After spending an evening watching TV themes on YouTube not long ago, I realized how few contemporary shows have memorable themes. The Law & Order franchise is about the only (more or less) current TV series I can think of with (a) memorable theme(s). (And whose unheard lyrics go like this.)
posted by octobersurprise at 6:47 AM on October 11, 2011


In the theme song video, I barely even recognized Dick Van Dyke until he made that awesome, unmistakable grin.
posted by roll truck roll at 8:53 AM on October 11, 2011


Just like The Whelk's husband, we watched several episodes of the DvDS over the weekend during the TV Land marathon. I don't know if Richie was always supposed to be at the neighbor's house, but after the credits, we never saw him.

(and yes, both my husband I were impressed by Laura Petrie's capri pants.)
posted by pinky at 8:54 AM on October 11, 2011


Oh fuck you Spratch, now you've got that stupid ad for I Dream of Jeannie set to Tom's Diner stuck in my head. Damn it.

Oh, and if there's an episode without Ritchie, I'm pretty sure he's just hiding in a cabinet somewhere. That kid is always hiding in cabinets.
posted by Bulgaroktonos at 10:43 AM on October 11, 2011 [2 favorites]
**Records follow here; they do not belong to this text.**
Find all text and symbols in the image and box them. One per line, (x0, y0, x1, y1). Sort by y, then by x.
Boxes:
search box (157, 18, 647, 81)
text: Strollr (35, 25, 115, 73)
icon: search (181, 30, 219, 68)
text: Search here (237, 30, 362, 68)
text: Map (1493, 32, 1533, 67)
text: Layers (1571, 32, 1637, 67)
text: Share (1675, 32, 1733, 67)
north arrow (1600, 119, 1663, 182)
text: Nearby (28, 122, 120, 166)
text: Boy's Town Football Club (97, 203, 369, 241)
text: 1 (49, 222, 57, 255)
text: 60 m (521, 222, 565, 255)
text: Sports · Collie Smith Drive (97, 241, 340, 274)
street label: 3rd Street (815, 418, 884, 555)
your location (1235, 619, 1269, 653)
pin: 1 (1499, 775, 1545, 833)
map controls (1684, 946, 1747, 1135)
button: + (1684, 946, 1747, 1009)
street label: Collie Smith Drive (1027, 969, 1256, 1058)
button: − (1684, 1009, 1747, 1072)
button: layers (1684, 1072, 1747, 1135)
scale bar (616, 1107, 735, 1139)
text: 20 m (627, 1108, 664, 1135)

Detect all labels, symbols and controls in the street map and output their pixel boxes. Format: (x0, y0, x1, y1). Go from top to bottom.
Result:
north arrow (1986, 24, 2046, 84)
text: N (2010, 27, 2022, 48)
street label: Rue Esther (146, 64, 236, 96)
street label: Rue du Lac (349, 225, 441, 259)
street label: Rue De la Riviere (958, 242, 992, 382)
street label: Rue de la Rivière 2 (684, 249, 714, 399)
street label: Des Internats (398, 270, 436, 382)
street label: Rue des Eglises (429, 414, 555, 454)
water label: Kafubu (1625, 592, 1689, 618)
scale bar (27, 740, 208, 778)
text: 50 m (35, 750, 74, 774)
unheard lyrics to the theme songs of a half-dozen shows (Bonanza being another, not yet mentioned)

I'm sure they're unofficial, but the lyrics I always sing to that theme song are:

I have a horse, do you have a horse?
Bo-Nan-Za!
I have a horse and you need a horse
Let's go get a horse to-day!
posted by hippybear at 3:02 PM on October 11, 2011


So there were ordinarily unheard lyrics to the theme songs of a half-dozen shows...

Hawaii Five-O [sung by Sammy Davis Jr as God intended]
posted by mazola at 3:05 PM on October 11, 2011 [2 favorites]


Oh, and:

Perry Mason / Perry Mason / He nabs the crooks in court / 'cuz he's too fat to chase 'em
posted by mazola at 3:25 PM on October 11, 2011 [1 favorite]


I don't know about Dick Van Dyke or Andy Griffith, but I know that the original Star Trek theme song had (never to be sung) lyrics written by Gene Roddenberry so he could get half of the royalties....

Morey Amsterdam wrote the lyrics; so said Van Dyke on NPR. I don't know whether he made money on them or not.
posted by bryon at 8:22 PM on October 11, 2011


dated and trite material [?!?!!?!?]

WTF??????? I'll tell you what show is dated and trite already. Last week's episode of that new show Whitney.
posted by Mael Oui at 8:31 PM on October 11, 2011


Don't be silly. Everyone knows (or should) that these are the real lyrics to the theme song.